In 1609, the company issued instructions to kidnap Native American children so as to indoctrinate them with English values and religion. These instructions also sanctioned attacking the Iniocasoockes, the cultural leaders of the local Powhatans. However, it was only when Thomas West, 3rd Baron De La Warr, arrived, in 1610, that the Company was able to commence a war against the Powhatan with the First Anglo-Powhatan War. De La Warr was replaced by Sir Thomas Dale, who continued the war. It was during this period that Pocahontas married John Rolfe.

The military offensive was accompanied by a propaganda war: Alderman Robert Johnson published Nova Britannia, in 1609, which compared Native Americans to wild animals--"heardes of deere in a forest". While it portrayed the Powhatans as peace loving, it nevertheless threatened to deal with any who resisted conversion to Anglicanism as enemies of 'their' country. (Johnson was the son-in-law of Sir Thomas Smith, leader of one of the court factions within the Company in London.)
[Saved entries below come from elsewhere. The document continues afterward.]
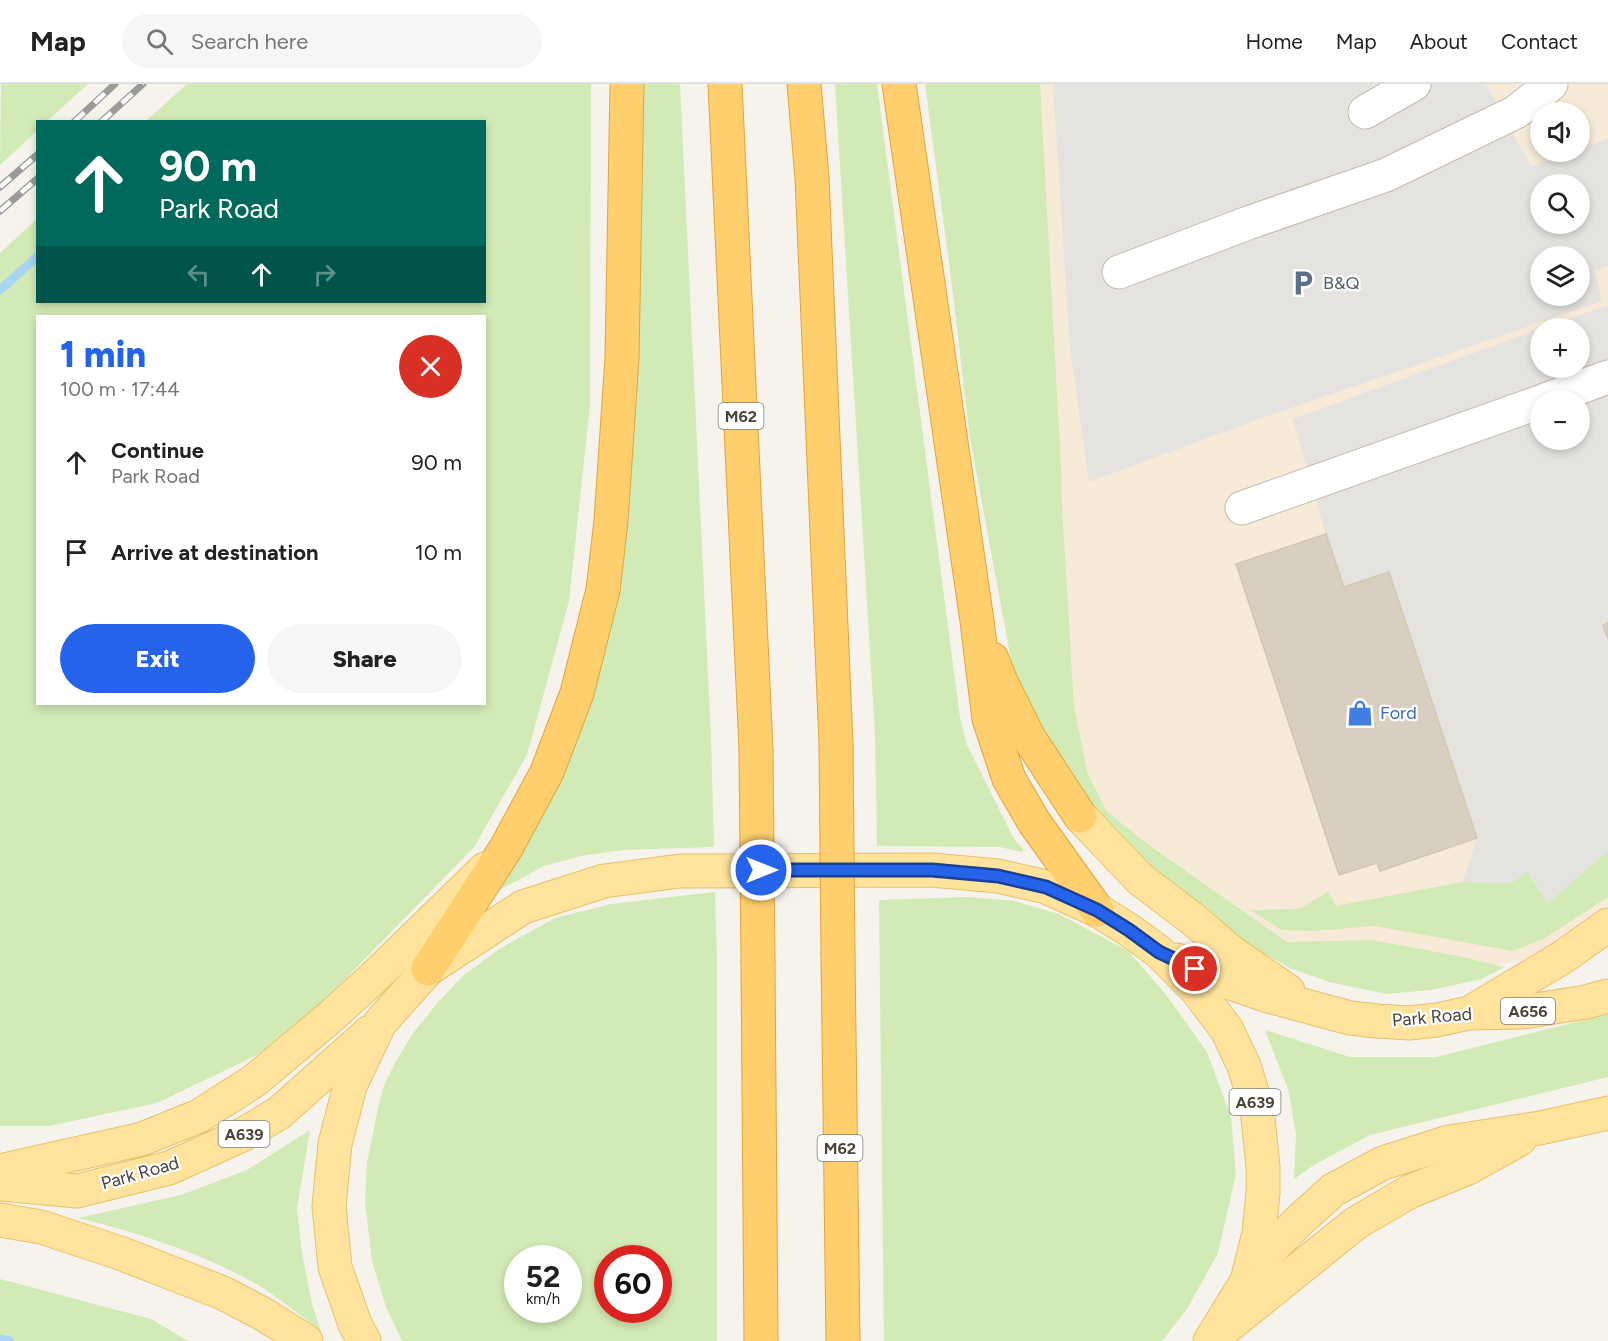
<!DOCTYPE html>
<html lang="en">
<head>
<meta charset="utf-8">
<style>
  body { margin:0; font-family:Figtree,sans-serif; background:#f6f6f6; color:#222; height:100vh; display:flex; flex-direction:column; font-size:22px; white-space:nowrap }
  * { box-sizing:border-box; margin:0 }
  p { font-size:20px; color:#767676 }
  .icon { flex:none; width:33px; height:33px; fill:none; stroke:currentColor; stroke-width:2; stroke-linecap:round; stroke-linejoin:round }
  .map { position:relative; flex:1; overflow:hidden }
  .sheet { position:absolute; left:36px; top:231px; width:450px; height:390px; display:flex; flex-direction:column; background:#fff; border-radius:0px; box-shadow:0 3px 9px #0003 }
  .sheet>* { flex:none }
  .guide { position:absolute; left:36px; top:36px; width:450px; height:183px; border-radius:0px; box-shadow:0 3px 9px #0003; background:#00695c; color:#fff; overflow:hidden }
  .buttons { position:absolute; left:1530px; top:18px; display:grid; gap:12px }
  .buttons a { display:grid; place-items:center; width:60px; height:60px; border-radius:50%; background:#fff; box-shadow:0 3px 9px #0003; font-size:30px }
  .speed { position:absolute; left:504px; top:1161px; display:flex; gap:12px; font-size:30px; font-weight:700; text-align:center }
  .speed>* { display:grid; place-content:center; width:78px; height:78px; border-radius:50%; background:#fff; box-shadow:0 3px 9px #0003; line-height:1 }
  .speed small { font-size:15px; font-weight:400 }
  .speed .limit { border:9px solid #d22; background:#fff; color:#111 }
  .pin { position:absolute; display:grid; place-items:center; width:51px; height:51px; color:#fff; margin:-26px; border:3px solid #fff; border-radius:50%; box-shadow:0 2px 6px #0007 }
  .me { position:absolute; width:66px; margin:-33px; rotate:90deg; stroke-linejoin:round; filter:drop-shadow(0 0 4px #0008) }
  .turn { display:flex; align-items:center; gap:21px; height:126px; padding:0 24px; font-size:27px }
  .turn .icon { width:78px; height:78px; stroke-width:2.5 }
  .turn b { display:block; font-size:42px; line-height:51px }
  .lanes { display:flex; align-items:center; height:57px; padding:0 24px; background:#0003; justify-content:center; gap:30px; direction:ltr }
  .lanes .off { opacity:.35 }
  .round { display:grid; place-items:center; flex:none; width:63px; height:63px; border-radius:32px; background:#f6f6f6 }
  .headline { display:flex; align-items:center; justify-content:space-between; height:102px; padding:0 24px }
  h1 { font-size:36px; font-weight:800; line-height:45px; color:#2563eb }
  .primary-button { display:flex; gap:12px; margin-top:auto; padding:12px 24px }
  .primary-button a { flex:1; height:69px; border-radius:36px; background:#2563eb; color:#fff; font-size:24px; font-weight:800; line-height:69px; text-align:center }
  .primary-button a+a { background:#f6f6f6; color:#222 }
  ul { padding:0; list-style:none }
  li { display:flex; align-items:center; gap:18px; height:90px; padding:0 24px }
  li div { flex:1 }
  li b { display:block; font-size:22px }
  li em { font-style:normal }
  header { display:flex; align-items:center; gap:36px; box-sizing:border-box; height:84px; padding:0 30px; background:#fff; border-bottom:2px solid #e0e0e0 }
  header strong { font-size:28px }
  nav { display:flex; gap:33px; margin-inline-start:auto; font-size:21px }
  .search { width:420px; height:54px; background:#f6f6f6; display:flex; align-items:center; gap:15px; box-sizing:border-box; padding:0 21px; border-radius:33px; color:#767676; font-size:22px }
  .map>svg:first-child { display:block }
  .commercial { fill:#f7ead8; fill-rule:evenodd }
  .green { fill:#d2eab5; fill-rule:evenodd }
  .parking { fill:#e5e3e0; fill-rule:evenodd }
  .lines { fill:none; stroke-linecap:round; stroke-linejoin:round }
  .stream { stroke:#a9d4f2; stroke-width:9 }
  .building { fill:#d8cfc1; stroke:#d3c7b4; stroke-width:1.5 }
  .minor-casing { stroke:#c2bbae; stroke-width:35 }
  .major-casing { stroke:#e6c16a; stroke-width:35 }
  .highway-casing { stroke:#e0a43c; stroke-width:35 }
  .minor { stroke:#fff; stroke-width:33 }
  .major { stroke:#ffe39c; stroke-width:33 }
  .highway { stroke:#ffcf6e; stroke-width:33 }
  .rail-casing { stroke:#9a9a9a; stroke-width:7 }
  .rail { stroke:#fff; stroke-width:4.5; stroke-dasharray:14; stroke-linecap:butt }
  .highway-bridge-casing { stroke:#e0a43c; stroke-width:35; stroke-linecap:butt }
  .highway-bridge { stroke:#ffcf6e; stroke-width:33 }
  .route-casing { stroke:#184099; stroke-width:15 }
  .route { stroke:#2563eb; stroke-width:10 }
  .labels { text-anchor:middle; stroke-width:4.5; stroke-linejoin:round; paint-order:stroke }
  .shield { fill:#fff; stroke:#817c74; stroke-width:1.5 }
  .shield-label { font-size:16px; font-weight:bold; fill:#4b4439 }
  .service-label { font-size:18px; fill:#4e5e75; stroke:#fff; text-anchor:start }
  .shop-label { font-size:18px; fill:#366cbe; stroke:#fff; text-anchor:start }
  .street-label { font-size:18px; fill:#4b4439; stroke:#fff }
</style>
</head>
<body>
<header>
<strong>Map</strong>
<div class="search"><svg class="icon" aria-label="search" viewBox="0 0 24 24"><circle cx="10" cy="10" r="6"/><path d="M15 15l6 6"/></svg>Search here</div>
<nav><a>Home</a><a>Map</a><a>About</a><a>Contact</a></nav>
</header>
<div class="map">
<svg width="1608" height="1257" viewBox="0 0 1608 1257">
  <rect width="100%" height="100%" fill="#f6f3ec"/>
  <path class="commercial" d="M1013 0H1608V824L1597 833 1533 874 1416 898 1344 892 1164 799 1068 689ZM1540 28H1580V68H1540ZM1540 100H1580V140H1540ZM1540 172H1580V212H1540ZM1540 244H1580V284H1540ZM1540 316H1580V356H1540Z"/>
  <path class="green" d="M1 0H88L47 37 38 38 37 47 0 81Z
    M187 0H591L590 321 569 517 527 671 474 763 284 958 157 1019 49 1042H0V169L37 135 38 218H484V38L146 37ZM38 232H484V620H38Z
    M643 0H680L711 654 714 763 623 766 581 772 544 782 492 810 575 652Z
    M835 0H877L960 634 967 661 1014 755 1024 766 1021 768 1000 763 877 762 875 649Z
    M925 0H1040L1061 383 1062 423 1074 623 1088 691 1107 728 1153 764 1287 858 1372 856 1458 872 1504 883 1482 895 1431 906 1386 910 1329 898 1292 885 1221 847 1083 726 1014 592 970 354 951 194Z
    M1608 767V813L1545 854 1513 867 1375 842 1315 847 1282 846 1250 826 1299 825 1328 808 1336 822 1463 798 1511 799 1528 787 1547 819Z
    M715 808 717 876V1257H402L386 1223 372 1177 365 1118 367 1078 378 1024 384 1001 395 979 413 949 439 917 463 892 499 865 555 834 611 820ZM568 1174V1226H518V1174ZM658 1174V1226H608V1174Z
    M969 813 1014 817 1059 830 1128 867 1164 908 1207 968 1231 1033 1236 1090 1218 1169 1187 1225 1162 1257H884L879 816Z
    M1608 930V993L1370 1051 1314 1081 1294 1095 1296 1051 1289 1008 1265 946 1350 973H1436Z
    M310 1046 297 1124 302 1169 312 1220 321 1247C303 1233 285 1219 266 1206 212 1172 140 1149 78 1134L181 1111 247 1086Z
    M0 1195 151 1235 188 1257H0Z"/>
  <path class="parking" d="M1053 0H1486L1531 82 1573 68H1580V65L1608 55V181L1595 187 1602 217 1259 335 1089 398 1070 263ZM1540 100H1580V140H1540ZM1540 172H1580V212H1540Z
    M1608 221V767L1547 820 1528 787 1511 799 1463 798 1477 754 1389 489 1344 503 1326 450 1293 335 1540 245V284H1580V244H1543ZM1540 316H1580V356H1540Z"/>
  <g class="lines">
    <path class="stream" d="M0 206 38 172
      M0 1255 9 1257"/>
  </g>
  <path class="building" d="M1326 450 1344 503 1389 488 1477 754 1380 787 1377 779 1339 791 1236 480Z
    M1608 539V555L1603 541Z"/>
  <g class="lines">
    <g class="minor-casing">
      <path id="minor" d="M1365 28 1414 0
        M1119 188 1248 139 1386 91 1516 28 1551 0
        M1545 316 1608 293
        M1242 424 1540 318"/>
    </g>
    <g class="major-casing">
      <path id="major" d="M1080 732 1140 795 1194 836 1231 868 1288 907
        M1177 876 1213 893 1265 911 1350 934 1377 937 1409 939 1437 936 1469 929 1523 928 1586 918 1608 912
        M1471 928 1563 873 1608 841
        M0 1087 142 1055 199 1032 254 997 328 935 370 897 485 785
        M0 1100 77 1107 169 1084 244 1050 279 1029 370 948
        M0 1136 41 1143 120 1169 223 1209 263 1230 306 1257
        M1253 1189 1270 1166 1301 1135 1333 1106 1383 1079 1449 1058 1540 1044 1608 1029
        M1227 1243 1356 1139 1409 1108 1468 1084 1520 1055
        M364 1257 355 1240 335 1183 329 1122 335 1060 350 1002 380 939 428 885 523 823 604 797 680 787 932 786 998 792 1046 803 1097 826 1129 846 1159 868 1196 905 1227 946 1244 982 1257 1024 1263 1083V1109L1259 1149 1247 1197 1210 1257"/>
    </g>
    <g class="highway-casing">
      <path id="highway" d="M725 0 756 665
        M804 0 812 94 836 660
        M899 0 977 537 989 635 1009 695 1034 738 1097 826
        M992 575 1001 598 1029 654 1080 732
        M838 871 843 1257
        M758 879 761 1257
        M428 885 506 764 547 688 577 609 603 506 611 437 622 274 627 0"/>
    </g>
    <use href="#minor" class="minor"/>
    <use href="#major" class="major"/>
    <use href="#highway" class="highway"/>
    <g class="rail-casing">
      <path id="rail" d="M74 38 115 0
        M101 38 143 0
        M0 103 38 70
        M0 127 38 94"/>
    </g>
    <use href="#rail" class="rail"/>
    <g class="highway-bridge-casing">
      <path id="highway-bridge" d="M836 660 838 871
        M756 665 758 879"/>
    </g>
    <use href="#highway-bridge" class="highway-bridge"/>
  </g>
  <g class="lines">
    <g class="route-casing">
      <path id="route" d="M761 786H932L998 792 1046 803 1097 826 1129 846 1159 868 1195 885"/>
    </g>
    <use href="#route" class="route"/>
  </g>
  <defs>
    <g id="parking-bare" transform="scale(2.07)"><path d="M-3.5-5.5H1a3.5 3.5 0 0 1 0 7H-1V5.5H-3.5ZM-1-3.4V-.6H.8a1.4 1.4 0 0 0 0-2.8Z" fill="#5c6f8a" stroke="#fff" stroke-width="2.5" paint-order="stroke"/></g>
    <g id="shop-bare" transform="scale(2.07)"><path d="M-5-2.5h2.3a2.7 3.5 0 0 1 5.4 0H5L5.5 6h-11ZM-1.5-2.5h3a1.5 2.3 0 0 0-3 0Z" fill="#3f7fe0" stroke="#fff" stroke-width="2.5" paint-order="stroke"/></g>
  </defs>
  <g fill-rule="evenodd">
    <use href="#parking-bare" x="1303" y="199"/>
    <use href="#shop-bare" x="1360" y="629"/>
  </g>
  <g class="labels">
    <g class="shield">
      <rect x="718.5" y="319" width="45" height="26" rx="4.5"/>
      <rect x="1501" y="914" width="54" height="26" rx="4.5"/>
      <rect x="1229.5" y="1005" width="51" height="26" rx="4.5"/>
      <rect x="218.5" y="1037" width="51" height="26" rx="4.5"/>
      <rect x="817.5" y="1051" width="45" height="26" rx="4.5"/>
    </g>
    <g class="shield-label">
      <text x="741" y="338">M62</text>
      <text x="1528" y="933">A656</text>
      <text x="1255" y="1024">A639</text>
      <text x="244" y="1056">A639</text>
      <text x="840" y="1070">M62</text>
    </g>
    <g class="service-label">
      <text x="1323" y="205">B&amp;Q</text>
    </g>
    <g class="shop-label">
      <text x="1380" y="635">Ford</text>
    </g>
    <g class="street-label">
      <text transform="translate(1432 933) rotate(-5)" y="6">Park Road</text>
      <text transform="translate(140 1089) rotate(-16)" y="6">Park Road</text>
    </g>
  </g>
</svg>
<div class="buttons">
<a><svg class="icon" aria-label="sound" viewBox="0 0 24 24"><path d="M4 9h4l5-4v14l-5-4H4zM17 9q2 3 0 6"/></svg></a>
<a><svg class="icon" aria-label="search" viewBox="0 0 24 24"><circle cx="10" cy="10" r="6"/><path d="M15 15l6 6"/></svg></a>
<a><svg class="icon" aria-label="layers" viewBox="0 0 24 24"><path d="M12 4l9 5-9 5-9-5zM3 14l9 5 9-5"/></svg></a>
<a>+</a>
<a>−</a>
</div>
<div class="speed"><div>52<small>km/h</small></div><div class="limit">60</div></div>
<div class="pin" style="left:1195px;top:885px;background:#d93025"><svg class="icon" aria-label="arrive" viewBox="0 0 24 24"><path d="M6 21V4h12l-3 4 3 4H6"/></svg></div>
<svg class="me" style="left:761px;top:786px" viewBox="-20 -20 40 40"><circle r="17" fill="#2563eb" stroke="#fff" stroke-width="3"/><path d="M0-11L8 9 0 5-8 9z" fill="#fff"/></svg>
<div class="guide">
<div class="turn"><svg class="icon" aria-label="ahead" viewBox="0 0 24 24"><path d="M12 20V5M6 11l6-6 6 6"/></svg><div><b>90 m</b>Park Road</div></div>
<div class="lanes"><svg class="icon off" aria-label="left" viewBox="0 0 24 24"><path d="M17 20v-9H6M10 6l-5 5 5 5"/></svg><svg class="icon" aria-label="ahead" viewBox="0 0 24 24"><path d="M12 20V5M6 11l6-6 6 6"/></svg><svg class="icon off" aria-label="right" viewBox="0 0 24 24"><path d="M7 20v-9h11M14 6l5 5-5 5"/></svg></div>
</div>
<section class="sheet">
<div class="headline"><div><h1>1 min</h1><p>100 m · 17:44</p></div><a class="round" style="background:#d93025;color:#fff"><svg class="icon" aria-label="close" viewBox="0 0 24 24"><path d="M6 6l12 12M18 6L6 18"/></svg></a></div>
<ul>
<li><svg class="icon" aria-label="ahead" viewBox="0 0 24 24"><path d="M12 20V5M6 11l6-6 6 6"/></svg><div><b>Continue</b><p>Park Road</p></div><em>90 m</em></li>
<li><svg class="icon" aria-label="arrive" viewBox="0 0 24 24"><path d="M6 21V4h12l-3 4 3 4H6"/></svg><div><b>Arrive at destination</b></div><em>10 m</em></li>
</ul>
<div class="primary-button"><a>Exit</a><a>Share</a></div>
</section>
</div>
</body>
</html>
In 1622, the Second Anglo-Powhatan War erupted. Its origins are disputed. English apologists for the company say that Opchanacanough initiated the war. Native American apologist Robert Williams, a contemporary Native American Law Professor, argues that Opchanacanough had secured concessions from Governor Yeardley which the company would not accept. Thus, Opchanacanough's attack, on April 18, 1622, may have been a pre-emptive attempt to defeat the colony before reinforcements arrived. In about a day, 350 out of 1,240 colonists were killed, and some outlying settlements were wiped out. The Virginia Company quickly published an account of this attack which was steeped in Calvinist theology—the massacre was the work of Providence in that it gave a justification for the complete genocide of the Powhatans, and the building of settlements on their former towns. New orders called for a "perpetual war without peace or truce" "to root out from being any longer a people, so cursed a nation, ungrateful to all benefitte, and incapable of all goodnesses."